Saved data entries
___
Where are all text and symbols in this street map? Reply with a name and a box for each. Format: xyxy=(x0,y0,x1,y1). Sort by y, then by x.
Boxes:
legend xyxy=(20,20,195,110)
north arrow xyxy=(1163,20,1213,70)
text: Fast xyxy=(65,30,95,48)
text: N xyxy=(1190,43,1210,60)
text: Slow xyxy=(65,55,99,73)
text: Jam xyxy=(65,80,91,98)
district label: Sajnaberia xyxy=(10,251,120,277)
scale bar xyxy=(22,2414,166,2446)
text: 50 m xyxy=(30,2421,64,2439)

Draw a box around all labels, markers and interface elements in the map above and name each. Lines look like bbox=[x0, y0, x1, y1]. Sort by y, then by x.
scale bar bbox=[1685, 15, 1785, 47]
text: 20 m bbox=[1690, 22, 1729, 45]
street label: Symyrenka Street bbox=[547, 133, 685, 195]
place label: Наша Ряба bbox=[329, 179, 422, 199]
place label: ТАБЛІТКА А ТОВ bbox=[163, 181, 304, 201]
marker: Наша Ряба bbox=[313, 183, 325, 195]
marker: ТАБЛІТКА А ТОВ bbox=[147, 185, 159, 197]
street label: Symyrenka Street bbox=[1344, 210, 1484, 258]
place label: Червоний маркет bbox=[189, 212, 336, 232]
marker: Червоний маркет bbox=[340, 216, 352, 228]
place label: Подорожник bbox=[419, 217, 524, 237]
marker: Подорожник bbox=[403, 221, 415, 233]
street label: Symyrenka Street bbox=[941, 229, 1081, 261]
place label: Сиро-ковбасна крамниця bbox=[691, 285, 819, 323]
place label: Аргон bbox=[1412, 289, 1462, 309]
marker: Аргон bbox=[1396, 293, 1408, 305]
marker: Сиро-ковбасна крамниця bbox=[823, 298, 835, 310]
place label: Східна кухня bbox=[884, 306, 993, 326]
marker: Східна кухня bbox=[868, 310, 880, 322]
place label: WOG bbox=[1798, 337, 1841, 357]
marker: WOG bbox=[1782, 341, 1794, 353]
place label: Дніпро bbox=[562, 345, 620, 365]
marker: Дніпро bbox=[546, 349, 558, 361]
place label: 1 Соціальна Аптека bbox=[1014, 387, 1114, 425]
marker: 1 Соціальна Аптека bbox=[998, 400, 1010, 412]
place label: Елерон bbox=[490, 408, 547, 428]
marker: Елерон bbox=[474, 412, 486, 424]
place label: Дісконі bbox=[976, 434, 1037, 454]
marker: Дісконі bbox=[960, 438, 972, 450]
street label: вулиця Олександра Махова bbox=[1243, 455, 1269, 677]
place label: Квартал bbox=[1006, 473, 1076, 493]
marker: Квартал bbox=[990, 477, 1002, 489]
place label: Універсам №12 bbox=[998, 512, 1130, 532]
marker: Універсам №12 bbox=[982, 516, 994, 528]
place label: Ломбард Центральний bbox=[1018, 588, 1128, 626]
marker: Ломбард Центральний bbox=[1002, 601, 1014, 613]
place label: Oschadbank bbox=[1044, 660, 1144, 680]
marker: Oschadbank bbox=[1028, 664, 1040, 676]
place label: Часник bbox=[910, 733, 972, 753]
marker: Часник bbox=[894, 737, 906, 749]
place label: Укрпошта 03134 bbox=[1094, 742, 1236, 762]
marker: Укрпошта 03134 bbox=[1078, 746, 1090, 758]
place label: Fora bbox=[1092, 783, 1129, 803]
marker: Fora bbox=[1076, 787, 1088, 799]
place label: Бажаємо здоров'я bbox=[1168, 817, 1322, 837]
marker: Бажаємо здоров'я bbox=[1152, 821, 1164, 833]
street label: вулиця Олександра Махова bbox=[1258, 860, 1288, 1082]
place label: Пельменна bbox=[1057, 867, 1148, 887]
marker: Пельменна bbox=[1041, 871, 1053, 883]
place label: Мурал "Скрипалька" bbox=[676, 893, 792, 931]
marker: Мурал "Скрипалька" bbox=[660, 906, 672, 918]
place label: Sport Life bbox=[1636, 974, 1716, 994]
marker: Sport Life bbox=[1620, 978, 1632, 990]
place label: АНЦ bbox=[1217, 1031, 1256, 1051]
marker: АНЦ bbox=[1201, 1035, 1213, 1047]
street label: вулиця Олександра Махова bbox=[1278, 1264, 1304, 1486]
___
Exercise directions
Which of the lines above carry the string "кухня"? Copy every one.

Output of the exercise
place label: Східна кухня bbox=[884, 306, 993, 326]
marker: Східна кухня bbox=[868, 310, 880, 322]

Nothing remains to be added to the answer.